Banks and credit unions must look at profit margins: pricing of the card program and expenses to manage program profitability. Revolving credit card balances have significant variabilities in profits due to high servicing costs, ongoing maintenance, and the constant need to evolve with digital technologies.
Additionally, credit card credit charge-offs can make up a considerable portion of a financial institution’s loan losses despite their comparatively small balances. Since credit cards are an unsecured loan that the institution makes to the cardmember every month, FIs must set the appropriate underwriting strategy considering economic conditions and product design.
New data suggests that consumers are once again using their cards to make purchases for many of the things they gave up during the throes of the pandemic.
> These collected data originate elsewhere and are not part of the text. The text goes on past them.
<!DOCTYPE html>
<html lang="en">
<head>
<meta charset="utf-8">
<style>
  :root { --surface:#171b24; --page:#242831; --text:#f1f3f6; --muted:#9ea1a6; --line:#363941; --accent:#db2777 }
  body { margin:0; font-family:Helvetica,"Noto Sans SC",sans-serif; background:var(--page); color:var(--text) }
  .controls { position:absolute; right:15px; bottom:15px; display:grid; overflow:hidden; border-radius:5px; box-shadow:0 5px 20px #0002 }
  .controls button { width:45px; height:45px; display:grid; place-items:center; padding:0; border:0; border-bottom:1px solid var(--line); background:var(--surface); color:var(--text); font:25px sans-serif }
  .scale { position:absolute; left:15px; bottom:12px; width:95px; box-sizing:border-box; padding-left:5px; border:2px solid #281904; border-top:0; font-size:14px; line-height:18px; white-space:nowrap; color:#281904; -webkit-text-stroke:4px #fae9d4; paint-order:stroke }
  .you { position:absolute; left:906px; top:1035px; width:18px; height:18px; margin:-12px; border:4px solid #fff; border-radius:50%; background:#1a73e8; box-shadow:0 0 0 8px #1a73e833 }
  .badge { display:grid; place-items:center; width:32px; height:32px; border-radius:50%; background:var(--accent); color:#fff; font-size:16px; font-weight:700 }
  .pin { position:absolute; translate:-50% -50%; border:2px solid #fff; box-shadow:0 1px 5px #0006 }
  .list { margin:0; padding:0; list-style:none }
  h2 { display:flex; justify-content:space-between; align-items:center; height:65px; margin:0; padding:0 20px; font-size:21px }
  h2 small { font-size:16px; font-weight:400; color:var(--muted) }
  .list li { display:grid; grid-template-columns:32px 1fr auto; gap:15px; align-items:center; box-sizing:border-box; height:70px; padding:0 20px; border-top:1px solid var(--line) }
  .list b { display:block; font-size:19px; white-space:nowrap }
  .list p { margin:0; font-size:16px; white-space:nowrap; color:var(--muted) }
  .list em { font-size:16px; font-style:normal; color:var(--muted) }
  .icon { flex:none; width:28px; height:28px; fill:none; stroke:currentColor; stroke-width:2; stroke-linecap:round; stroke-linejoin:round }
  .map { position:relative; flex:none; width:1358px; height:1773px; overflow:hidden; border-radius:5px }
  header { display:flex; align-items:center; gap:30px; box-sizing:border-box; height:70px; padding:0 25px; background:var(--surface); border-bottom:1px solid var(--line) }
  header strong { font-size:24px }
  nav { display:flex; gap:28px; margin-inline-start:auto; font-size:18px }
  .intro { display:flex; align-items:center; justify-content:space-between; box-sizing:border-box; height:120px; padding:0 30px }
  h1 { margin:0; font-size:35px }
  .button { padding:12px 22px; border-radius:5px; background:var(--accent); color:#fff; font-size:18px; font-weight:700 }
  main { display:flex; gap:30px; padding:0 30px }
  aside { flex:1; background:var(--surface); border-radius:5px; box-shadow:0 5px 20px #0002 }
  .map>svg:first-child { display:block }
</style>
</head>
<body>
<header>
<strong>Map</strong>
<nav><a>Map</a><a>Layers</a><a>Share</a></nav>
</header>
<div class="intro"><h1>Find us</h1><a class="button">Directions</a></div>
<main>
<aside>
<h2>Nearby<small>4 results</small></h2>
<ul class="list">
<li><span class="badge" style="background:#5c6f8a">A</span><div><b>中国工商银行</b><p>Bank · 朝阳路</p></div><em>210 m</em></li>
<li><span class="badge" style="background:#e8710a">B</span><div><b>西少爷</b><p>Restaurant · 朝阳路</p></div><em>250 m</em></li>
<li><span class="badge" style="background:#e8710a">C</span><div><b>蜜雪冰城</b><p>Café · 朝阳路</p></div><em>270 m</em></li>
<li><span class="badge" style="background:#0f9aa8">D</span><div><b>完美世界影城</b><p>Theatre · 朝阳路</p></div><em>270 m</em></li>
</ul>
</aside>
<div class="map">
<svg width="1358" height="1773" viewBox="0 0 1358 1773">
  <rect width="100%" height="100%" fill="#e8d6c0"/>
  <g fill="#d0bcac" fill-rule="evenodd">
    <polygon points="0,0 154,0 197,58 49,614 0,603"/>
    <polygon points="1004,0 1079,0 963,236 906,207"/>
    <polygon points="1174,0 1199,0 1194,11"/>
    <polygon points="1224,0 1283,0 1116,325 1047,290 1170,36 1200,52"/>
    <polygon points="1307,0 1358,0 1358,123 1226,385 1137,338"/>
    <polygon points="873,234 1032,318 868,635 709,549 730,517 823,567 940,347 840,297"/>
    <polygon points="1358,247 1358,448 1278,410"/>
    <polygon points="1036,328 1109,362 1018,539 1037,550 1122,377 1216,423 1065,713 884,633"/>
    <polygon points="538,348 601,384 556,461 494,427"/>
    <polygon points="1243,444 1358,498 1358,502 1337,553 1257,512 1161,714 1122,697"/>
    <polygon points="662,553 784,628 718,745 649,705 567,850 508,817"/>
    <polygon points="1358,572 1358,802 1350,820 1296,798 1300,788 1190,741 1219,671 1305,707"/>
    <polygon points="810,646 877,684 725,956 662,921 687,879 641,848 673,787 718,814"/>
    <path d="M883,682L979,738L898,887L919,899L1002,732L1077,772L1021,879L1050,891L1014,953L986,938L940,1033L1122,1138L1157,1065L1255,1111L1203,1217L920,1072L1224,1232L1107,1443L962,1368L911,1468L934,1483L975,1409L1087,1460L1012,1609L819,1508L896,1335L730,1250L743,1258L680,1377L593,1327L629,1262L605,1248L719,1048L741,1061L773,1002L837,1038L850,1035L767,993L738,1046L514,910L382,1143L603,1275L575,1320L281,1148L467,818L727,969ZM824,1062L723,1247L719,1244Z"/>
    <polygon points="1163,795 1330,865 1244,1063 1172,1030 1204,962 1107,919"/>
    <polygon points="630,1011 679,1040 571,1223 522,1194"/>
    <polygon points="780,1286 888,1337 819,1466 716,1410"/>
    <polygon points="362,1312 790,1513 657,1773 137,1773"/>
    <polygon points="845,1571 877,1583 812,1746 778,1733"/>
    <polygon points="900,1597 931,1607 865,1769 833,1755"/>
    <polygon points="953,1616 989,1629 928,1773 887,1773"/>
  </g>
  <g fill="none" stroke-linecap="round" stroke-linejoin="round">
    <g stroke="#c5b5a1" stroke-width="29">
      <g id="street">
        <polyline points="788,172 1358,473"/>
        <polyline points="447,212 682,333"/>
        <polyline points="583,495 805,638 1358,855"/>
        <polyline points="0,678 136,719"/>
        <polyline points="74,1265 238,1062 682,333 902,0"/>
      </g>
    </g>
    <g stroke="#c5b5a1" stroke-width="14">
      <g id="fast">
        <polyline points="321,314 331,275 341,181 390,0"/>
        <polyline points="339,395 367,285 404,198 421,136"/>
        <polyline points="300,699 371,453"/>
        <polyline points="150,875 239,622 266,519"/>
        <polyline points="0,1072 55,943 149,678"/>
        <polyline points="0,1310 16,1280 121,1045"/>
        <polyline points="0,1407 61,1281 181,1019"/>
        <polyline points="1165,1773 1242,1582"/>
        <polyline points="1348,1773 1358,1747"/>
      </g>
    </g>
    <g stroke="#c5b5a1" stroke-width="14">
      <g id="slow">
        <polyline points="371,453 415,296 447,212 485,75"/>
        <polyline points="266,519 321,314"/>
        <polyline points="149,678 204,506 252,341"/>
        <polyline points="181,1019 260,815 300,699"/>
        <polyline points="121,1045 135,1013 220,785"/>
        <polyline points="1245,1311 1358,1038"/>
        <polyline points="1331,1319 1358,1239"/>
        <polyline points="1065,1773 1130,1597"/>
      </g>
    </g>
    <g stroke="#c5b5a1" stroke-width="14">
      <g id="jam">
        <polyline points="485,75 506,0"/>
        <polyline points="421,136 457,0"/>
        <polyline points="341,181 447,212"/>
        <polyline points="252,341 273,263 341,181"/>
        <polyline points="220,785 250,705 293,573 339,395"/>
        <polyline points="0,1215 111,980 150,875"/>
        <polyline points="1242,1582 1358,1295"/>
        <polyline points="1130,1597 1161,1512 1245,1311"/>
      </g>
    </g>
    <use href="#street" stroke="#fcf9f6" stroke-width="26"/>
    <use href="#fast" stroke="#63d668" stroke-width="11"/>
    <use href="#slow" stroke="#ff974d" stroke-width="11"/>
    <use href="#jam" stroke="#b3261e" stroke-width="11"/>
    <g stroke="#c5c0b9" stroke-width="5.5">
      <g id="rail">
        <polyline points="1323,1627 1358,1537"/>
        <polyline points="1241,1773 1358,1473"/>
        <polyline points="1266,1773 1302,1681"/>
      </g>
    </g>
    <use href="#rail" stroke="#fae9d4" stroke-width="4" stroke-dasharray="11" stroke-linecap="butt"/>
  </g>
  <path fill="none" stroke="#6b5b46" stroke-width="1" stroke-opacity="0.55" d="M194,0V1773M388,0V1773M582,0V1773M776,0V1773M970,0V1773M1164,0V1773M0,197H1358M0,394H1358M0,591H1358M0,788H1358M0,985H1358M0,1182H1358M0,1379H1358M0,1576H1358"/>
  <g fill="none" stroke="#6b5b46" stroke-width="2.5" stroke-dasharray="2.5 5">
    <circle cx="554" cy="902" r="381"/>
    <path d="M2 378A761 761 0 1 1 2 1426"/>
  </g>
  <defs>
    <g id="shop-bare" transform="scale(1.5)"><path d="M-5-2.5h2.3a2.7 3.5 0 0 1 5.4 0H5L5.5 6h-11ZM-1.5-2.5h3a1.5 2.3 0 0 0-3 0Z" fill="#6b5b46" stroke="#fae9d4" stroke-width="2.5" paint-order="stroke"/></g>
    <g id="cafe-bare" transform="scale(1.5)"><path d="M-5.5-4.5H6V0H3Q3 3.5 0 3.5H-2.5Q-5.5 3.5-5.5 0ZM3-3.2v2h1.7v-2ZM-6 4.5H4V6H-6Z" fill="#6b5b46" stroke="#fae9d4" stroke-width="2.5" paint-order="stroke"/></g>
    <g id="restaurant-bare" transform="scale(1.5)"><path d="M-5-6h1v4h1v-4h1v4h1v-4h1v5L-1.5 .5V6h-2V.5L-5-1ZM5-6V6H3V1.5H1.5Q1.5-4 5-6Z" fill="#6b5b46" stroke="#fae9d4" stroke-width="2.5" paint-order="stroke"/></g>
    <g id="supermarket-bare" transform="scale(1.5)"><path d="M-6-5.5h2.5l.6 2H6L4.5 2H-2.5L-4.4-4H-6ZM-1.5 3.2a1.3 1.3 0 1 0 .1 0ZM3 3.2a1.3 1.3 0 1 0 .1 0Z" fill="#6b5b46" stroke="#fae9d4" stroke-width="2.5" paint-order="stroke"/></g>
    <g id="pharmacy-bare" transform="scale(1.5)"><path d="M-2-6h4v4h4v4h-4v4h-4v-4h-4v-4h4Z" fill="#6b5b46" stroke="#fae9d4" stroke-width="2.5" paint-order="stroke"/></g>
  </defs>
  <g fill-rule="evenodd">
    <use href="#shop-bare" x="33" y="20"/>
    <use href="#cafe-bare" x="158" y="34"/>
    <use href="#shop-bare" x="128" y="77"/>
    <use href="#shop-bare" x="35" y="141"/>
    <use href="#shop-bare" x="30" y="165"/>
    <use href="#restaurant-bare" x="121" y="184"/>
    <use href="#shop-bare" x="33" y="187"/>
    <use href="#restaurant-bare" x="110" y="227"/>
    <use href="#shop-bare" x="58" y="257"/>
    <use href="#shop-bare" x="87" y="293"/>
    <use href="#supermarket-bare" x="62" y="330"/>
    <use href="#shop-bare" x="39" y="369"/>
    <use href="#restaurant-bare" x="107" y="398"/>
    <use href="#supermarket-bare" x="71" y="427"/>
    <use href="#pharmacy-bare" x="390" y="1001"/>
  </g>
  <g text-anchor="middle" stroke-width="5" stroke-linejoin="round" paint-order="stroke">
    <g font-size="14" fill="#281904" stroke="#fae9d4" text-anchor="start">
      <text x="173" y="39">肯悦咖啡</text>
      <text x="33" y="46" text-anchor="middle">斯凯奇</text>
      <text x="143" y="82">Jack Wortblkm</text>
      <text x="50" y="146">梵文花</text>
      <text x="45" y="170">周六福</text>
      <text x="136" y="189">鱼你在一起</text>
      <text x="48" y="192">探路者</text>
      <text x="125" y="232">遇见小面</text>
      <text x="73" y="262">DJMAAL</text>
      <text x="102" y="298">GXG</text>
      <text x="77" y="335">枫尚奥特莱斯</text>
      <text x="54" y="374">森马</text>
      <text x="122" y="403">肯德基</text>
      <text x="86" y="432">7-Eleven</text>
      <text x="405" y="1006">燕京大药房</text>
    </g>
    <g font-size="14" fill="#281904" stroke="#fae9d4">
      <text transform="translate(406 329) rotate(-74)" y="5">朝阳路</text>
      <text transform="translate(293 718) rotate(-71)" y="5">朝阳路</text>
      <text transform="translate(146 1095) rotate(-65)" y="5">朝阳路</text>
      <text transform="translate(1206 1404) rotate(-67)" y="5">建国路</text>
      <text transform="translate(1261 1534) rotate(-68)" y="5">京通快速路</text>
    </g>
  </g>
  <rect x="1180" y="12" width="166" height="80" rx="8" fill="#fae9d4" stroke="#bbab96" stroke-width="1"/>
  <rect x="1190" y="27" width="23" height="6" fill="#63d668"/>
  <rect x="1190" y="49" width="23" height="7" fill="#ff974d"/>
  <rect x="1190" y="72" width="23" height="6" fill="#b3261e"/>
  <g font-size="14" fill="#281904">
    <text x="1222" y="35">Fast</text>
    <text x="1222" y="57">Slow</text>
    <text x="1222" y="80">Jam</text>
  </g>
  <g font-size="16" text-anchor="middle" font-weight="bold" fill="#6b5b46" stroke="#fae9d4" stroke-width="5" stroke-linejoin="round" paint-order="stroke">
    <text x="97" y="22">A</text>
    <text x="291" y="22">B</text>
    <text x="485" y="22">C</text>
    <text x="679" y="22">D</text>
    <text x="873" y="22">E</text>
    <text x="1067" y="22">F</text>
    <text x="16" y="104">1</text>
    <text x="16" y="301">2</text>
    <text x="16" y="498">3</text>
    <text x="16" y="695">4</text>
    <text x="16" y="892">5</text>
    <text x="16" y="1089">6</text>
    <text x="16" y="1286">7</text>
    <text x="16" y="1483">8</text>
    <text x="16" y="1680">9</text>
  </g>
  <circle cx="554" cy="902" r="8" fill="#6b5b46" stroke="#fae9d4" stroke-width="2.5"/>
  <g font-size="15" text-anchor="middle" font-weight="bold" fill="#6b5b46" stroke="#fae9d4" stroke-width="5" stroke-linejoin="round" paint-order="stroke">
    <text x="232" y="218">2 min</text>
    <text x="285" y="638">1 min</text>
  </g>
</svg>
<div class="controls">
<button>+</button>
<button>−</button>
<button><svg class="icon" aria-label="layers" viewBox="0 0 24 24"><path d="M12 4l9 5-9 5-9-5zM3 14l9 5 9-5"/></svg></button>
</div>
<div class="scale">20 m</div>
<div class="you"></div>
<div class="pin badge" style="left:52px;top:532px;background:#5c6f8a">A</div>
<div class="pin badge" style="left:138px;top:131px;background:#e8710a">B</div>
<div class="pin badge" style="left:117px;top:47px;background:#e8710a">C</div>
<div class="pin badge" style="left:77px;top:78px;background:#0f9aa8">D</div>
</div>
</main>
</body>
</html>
Banks project that consumer spending on cards will increase during the rest of 2021 and into 2022 and an increase in spending on cards is already evident. It’s now critically important for card issuers to closely consider economic conditions, as the actual flow of losses can change unexpectedly if the economy changes and for FIs to put underwriting criteria in place for their credit card programs.
The dynamic nature of the credit card environment means that card program product design must balance a proposition that is both compelling to their customers with digital-centric technologies and manages the risk and expenses of running a card program so that it does not become a strain on the institution.